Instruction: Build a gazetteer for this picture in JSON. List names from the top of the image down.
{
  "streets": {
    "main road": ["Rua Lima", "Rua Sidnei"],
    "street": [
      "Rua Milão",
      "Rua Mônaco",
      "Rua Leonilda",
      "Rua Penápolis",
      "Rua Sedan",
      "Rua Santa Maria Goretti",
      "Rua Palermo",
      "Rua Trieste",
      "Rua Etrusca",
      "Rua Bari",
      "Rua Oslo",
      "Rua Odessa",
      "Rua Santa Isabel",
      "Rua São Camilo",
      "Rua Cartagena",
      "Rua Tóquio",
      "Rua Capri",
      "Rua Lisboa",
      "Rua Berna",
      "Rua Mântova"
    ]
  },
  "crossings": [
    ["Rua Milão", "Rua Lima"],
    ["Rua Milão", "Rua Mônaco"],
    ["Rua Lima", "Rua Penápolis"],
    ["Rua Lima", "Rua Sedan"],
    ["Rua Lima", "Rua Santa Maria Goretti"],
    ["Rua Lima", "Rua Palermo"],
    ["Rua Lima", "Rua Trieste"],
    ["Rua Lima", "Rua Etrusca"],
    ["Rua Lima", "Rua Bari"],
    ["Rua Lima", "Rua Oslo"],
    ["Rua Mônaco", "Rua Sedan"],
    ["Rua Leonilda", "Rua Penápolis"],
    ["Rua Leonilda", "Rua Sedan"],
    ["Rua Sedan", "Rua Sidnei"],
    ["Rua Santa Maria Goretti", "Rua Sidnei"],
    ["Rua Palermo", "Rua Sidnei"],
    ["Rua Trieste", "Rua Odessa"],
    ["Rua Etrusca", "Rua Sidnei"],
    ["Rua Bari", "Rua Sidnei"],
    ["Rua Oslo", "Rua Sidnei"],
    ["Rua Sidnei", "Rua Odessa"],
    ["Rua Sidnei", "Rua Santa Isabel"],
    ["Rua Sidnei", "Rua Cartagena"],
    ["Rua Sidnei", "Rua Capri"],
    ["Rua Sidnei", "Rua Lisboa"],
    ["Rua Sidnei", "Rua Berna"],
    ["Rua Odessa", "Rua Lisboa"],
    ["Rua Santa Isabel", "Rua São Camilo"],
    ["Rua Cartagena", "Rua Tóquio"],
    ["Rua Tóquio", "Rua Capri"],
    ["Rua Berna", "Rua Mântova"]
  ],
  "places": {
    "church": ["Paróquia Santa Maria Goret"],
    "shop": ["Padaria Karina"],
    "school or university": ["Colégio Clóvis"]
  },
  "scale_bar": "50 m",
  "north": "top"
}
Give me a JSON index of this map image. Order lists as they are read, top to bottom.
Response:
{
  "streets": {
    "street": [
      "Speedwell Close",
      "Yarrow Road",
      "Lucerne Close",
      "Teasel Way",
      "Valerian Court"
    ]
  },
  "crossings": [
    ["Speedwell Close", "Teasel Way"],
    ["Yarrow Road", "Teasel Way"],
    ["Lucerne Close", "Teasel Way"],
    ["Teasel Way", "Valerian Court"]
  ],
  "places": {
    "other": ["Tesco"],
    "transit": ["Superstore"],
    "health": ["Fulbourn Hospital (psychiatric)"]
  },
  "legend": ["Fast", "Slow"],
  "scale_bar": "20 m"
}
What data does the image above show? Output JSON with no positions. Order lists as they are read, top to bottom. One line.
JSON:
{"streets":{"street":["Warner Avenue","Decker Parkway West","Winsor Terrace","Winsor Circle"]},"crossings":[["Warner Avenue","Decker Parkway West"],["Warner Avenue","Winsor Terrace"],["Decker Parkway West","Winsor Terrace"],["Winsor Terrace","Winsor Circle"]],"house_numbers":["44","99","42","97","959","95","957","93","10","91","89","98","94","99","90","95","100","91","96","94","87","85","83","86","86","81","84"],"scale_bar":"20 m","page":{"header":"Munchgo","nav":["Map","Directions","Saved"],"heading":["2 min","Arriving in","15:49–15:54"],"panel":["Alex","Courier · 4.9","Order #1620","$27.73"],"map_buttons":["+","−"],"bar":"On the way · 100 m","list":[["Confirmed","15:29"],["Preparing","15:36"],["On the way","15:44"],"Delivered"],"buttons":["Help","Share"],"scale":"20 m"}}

# [What you need to do]
Check each line of the preceding material for the word "Etrusca", then state how many lines contain it, with no other text.

# [Solution for this exercise]
3